Servez-nous un pastiche !
Le roman à énigme obéit à de délicieuses règles un peu désuètes. Faut-il ici les prendre au comptant ou au second degré ? D'une habituée du genre, on dirait qu'elle connaît bien les ficelles, mais d'une auteure dont c'est le premier roman, qu'elle est tombée dans la marmite tant la recette est bien suivie.
La présidente de la "Proust association" meurt assassinée, la veille même d'un important colloque. Les invités sont de première qualité : distingués universitaires, éditeurs prestigieux, amateurs éclairés. Les voilà donc rassemblés sur les lieux du crime, tous suspects, avec chacun une bonne raison d'en vouloir à la présidente, une "dame en rose" avide de respectabilité, une Verdurin qui convoite le titre des Guermantes.
Car ce roman est un pastiche - comme Proust aimait lui-même en faire, et du style du roman policier, et des personnages de la société mondaine, demi-mondaine, ou ancillaire, de La Recherche. On y reconnaît aussi des citations détournées, des clins d'oeil, jusque dans la pâtisserie du village, à l'enseigne de " la vraie madeleine".
Les tics, moeurs et préoccupations des éminents professeurs sont croqués avec finesse et drôlerie, comme les coulisses du savoir et les "dessous" ( en apparence bien sages )du petit monde universitaire. Estelle Montbrun parle en connaissance de cause : elle est spécialiste de Proust et enseignante dans le Supérieur.
Ah, Marcel ... ! 10 étoiles

Pour ce qui est du style, il est au-dessus de tout reproche. Il faut dire que ce roman fut rédigé par une authentique littéraire. Estelle Montbrun (nom de plume) est même allée jusqu’à me faire découvrir deux ou trois mots que je ne connaissais pas, comme « onomastique » (non, ce n’est pas pour faire tenir les vitres).
Pour ce qui est du plaisir culturel, n’étant pas adepte de Proust, j’ai appris certaines choses et qui plus est, je l’ai fait avec plaisir.

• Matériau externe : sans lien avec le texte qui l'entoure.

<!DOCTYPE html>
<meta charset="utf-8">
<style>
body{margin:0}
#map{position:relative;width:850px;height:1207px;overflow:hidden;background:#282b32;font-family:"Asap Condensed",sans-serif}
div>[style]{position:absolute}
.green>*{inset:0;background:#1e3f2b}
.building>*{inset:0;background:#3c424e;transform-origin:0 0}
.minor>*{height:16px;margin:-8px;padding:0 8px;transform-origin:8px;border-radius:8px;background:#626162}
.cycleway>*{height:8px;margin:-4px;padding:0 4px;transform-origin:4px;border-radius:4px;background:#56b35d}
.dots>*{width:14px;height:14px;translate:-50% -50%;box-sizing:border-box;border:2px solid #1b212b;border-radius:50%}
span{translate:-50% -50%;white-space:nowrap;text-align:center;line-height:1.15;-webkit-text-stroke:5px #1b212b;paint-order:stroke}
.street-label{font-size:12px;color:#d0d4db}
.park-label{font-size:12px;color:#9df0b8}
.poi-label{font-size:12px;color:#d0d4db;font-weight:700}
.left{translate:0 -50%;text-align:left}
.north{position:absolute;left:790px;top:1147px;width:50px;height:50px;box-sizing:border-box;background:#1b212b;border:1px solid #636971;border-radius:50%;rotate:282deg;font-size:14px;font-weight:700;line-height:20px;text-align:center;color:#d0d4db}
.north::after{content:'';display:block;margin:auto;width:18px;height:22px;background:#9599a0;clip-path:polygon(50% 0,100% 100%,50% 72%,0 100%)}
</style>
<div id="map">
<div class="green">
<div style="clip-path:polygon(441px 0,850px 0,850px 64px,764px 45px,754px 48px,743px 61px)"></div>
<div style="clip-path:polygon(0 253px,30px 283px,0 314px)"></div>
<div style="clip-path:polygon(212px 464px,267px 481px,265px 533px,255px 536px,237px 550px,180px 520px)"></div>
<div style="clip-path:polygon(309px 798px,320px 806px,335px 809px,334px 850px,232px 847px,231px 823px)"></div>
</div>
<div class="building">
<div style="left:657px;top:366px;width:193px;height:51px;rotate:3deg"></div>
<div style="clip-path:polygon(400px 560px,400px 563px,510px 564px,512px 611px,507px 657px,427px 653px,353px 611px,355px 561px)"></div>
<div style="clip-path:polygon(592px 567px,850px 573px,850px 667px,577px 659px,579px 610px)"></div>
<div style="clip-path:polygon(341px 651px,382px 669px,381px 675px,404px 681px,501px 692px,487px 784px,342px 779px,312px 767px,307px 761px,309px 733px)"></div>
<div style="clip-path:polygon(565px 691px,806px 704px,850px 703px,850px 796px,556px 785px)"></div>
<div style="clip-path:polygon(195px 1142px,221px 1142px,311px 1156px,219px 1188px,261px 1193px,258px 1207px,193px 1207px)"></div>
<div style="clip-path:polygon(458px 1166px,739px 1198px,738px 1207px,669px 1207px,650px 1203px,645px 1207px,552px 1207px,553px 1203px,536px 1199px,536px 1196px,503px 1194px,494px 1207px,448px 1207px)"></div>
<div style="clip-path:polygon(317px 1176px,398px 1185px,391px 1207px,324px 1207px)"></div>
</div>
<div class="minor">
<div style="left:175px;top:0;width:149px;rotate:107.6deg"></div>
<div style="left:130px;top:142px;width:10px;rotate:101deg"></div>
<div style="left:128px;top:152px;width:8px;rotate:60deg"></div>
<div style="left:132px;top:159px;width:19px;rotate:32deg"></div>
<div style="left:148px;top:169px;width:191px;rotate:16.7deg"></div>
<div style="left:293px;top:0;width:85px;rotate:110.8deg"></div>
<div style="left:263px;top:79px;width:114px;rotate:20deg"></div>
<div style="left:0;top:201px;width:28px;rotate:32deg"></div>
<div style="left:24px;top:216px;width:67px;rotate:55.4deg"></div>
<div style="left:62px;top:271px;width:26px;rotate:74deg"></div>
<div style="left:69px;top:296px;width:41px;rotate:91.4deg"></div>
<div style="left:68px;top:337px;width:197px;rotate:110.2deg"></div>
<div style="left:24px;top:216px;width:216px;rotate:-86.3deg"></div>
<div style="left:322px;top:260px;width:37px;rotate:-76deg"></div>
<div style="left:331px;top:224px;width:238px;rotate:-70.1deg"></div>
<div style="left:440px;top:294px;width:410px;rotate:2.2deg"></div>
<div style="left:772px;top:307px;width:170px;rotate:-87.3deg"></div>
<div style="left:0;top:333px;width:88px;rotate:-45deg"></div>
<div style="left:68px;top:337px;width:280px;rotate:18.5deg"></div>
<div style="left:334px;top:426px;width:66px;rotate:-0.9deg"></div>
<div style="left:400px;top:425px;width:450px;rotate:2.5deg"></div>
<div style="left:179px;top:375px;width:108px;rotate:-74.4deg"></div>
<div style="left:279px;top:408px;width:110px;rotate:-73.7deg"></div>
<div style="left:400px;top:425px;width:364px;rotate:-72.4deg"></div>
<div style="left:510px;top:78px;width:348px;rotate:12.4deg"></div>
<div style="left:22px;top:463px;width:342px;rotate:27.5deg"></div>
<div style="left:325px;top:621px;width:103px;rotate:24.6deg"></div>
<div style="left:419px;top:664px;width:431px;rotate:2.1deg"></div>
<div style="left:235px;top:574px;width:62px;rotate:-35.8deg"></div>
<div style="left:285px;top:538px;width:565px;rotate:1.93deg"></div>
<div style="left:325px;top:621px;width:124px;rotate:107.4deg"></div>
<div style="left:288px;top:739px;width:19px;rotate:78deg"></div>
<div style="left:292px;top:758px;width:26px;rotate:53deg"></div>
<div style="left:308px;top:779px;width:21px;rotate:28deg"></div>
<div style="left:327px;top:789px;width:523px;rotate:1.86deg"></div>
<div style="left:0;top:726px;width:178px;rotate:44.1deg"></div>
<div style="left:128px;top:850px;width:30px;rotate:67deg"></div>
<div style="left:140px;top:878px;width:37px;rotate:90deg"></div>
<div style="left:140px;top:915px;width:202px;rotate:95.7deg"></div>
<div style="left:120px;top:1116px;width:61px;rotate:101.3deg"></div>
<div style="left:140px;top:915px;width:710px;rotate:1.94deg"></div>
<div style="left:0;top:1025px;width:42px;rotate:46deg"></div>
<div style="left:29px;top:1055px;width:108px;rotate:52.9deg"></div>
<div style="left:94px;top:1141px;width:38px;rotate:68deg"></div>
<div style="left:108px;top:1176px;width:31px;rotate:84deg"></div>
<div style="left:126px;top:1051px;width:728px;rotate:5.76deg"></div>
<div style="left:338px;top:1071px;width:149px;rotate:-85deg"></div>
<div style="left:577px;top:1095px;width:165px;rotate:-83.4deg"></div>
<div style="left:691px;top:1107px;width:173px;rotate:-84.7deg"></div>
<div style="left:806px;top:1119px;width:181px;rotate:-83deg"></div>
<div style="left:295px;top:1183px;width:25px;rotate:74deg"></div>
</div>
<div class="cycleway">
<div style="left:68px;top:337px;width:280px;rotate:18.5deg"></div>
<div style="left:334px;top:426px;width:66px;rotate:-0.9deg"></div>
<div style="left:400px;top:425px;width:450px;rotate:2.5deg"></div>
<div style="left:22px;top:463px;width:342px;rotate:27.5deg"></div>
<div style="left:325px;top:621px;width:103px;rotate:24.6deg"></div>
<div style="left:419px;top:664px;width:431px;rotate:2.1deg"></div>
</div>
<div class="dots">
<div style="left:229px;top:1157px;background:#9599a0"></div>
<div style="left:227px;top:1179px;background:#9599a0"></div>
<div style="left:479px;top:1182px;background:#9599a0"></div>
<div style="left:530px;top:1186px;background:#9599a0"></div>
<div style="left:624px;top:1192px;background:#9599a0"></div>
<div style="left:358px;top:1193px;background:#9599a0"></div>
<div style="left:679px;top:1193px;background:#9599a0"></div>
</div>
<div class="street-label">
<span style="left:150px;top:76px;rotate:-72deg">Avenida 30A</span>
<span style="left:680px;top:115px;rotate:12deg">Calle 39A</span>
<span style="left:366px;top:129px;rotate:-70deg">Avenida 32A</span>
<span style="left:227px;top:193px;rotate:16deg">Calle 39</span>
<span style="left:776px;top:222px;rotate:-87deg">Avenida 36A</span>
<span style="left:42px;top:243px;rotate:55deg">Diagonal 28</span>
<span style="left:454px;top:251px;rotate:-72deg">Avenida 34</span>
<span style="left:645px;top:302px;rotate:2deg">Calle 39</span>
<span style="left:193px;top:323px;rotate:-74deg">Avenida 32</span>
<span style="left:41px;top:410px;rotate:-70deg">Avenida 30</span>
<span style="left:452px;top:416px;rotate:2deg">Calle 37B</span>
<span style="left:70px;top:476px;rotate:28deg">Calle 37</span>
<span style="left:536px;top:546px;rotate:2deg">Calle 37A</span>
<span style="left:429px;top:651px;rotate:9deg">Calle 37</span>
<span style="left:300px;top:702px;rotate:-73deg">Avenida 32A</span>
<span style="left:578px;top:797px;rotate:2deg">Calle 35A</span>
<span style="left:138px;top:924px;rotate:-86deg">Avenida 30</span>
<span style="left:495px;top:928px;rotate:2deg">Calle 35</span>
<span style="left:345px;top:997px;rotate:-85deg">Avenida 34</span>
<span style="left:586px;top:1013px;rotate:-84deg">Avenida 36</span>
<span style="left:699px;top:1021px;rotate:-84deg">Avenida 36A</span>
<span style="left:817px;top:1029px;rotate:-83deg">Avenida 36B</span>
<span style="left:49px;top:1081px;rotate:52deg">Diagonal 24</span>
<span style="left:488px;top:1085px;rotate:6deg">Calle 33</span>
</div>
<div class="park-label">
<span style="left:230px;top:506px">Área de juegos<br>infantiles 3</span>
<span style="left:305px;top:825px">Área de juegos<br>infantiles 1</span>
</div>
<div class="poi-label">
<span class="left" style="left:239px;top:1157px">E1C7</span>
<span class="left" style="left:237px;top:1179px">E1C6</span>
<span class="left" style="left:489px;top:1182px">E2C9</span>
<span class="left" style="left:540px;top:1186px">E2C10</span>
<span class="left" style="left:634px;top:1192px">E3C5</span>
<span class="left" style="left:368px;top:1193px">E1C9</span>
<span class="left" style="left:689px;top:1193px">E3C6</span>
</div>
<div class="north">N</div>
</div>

Pour ce qui est du roman lui-même, mon goût allant aux romans policiers « classiques » : énigme à découvrir, fil conducteur, indices, études du milieu et de caractères etc. j’ai été comblée.
Je me suis régalée avec ce polar auquel je mets sans hésiter 5 étoiles dans son genre.

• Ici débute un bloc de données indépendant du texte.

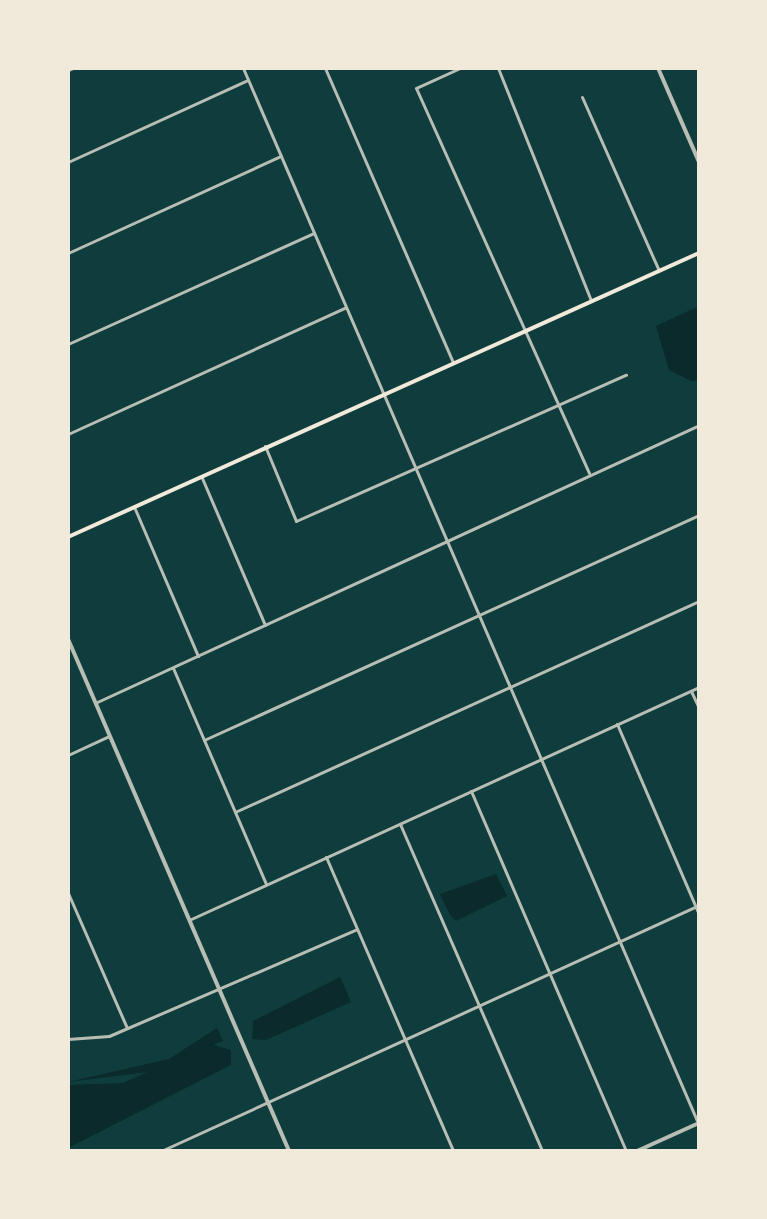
<!DOCTYPE html>
<html>
<head>
<meta charset="utf-8">
<style>
  body { margin:0 }
  #map { position:relative; width:767px; height:1219px; overflow:hidden; background:#0f3d3e; font-family:Karla,sans-serif }
  div>[style] { position:absolute }
  .water>* { inset:0; background:#0a2a2b }
  .minor>* { height:3px; margin:-1.5px; padding:0 1.5px; transform-origin:1.5px; border-radius:1.5px; background:#b8beb3 }
  .tertiary>* { height:4px; margin:-2px; padding:0 2px; transform-origin:2px; border-radius:2px; background:#b8beb3 }
  .secondary>* { height:4px; margin:-2px; padding:0 2px; transform-origin:2px; border-radius:2px; background:#f1e9da }
  span { translate:-50% -50%; white-space:nowrap; text-align:center; line-height:1.15; -webkit-text-stroke:7px #f1e9da; paint-order:stroke }
  .frame { position:absolute; inset:0; border:70px solid #f1e9da; pointer-events:none }
</style>
</head>
<body>
<div id="map">
  <div class="water">
    <div style="clip-path:polygon(699px 306px,699px 381px,691px 381px,669px 370px,656px 326px)"></div>
    <div style="clip-path:polygon(496px 874px,507px 896px,456px 921px,450px 915px,440px 894px)"></div>
    <div style="clip-path:polygon(340px 977px,351px 1002px,266px 1040px,252px 1039px,253px 1021px)"></div>
    <div style="clip-path:polygon(217px 1028px,223px 1041px,148px 1072px,68px 1082px,169px 1059px)"></div>
    <div style="clip-path:polygon(210px 1044px,231px 1050px,231px 1065px,68px 1148px,68px 1085px,123px 1083px)"></div>
  </div>
  <div class="minor">
    <div style="left:243px;top:68px;width:1149px;rotate:66.67deg"></div>
    <div style="left:325px;top:68px;width:321px;rotate:66.5deg"></div>
    <div style="left:460px;top:68px;width:48px;rotate:155.6deg"></div>
    <div style="left:416px;top:88px;width:422px;rotate:65.8deg"></div>
    <div style="left:498px;top:68px;width:251px;rotate:68.2deg"></div>
    <div style="left:68px;top:70px;width:5px;rotate:-22deg"></div>
    <div style="left:582px;top:97px;width:190px;rotate:66.1deg"></div>
    <div style="left:68px;top:162px;width:196px;rotate:-24.5deg"></div>
    <div style="left:68px;top:253px;width:234px;rotate:-24.5deg"></div>
    <div style="left:68px;top:344px;width:270px;rotate:-24.3deg"></div>
    <div style="left:68px;top:434px;width:304px;rotate:-24.5deg"></div>
    <div style="left:265px;top:446px;width:81px;rotate:67.5deg"></div>
    <div style="left:296px;top:521px;width:361px;rotate:-23.9deg"></div>
    <div style="left:202px;top:478px;width:160px;rotate:66.8deg"></div>
    <div style="left:135px;top:509px;width:160px;rotate:66.8deg"></div>
    <div style="left:173px;top:668px;width:235px;rotate:66.7deg"></div>
    <div style="left:691px;top:691px;width:19px;rotate:65deg"></div>
    <div style="left:95px;top:703px;width:665px;rotate:-24.71deg"></div>
    <div style="left:617px;top:724px;width:207px;rotate:66.7deg"></div>
    <div style="left:204px;top:740px;width:544px;rotate:-24.44deg"></div>
    <div style="left:68px;top:755px;width:45px;rotate:-24.9deg"></div>
    <div style="left:471px;top:791px;width:392px;rotate:66.7deg"></div>
    <div style="left:235px;top:812px;width:510px;rotate:-24.45deg"></div>
    <div style="left:400px;top:824px;width:357px;rotate:66.5deg"></div>
    <div style="left:326px;top:857px;width:320px;rotate:66.6deg"></div>
    <div style="left:68px;top:893px;width:147px;rotate:66.4deg"></div>
    <div style="left:189px;top:920px;width:561px;rotate:-24.55deg"></div>
    <div style="left:68px;top:1039px;width:41px;rotate:-4.2deg"></div>
    <div style="left:109px;top:1036px;width:270px;rotate:-23.3deg"></div>
    <div style="left:161px;top:1151px;width:592px;rotate:-24.57deg"></div>
  </div>
  <div class="tertiary">
    <div style="left:658px;top:68px;width:103px;rotate:66.4deg"></div>
    <div style="left:68px;top:639px;width:558px;rotate:66.65deg"></div>
    <div style="left:637px;top:1151px;width:68px;rotate:-24.3deg"></div>
  </div>
  <div class="secondary">
    <div style="left:68px;top:537px;width:692px;rotate:-24.23deg"></div>
  </div>
  <div class="frame"></div>
</div>
</body>
</html>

L’énigme est intéressante, les personnages bien croqués et la découverte des dessous plein de mesquineries et d’âpreté du monde universitaire comme celui de l’édition m’a enchantée. Ce monde où l’on fréquente « quelques personnes choisies en fonction de leur degré d’utilité pour aider à grimper l’échelle sociale »...
Le commissaire Foucheroux (celui qui » ressemble à Al Gore ») est assez sympathique, tout comme son adjointe. C’est avec intérêt qu’on les voit progresser sur la piste de l’assassin. Les faux indices se mêlent aux révélations tronquées lors de l’enquête et des interrogatoires. On se délecte. On devine juste un peu avant le détective, exactement comme il se doit. C’est parfait.

PS : onomastique= qui a rapport aux noms propres.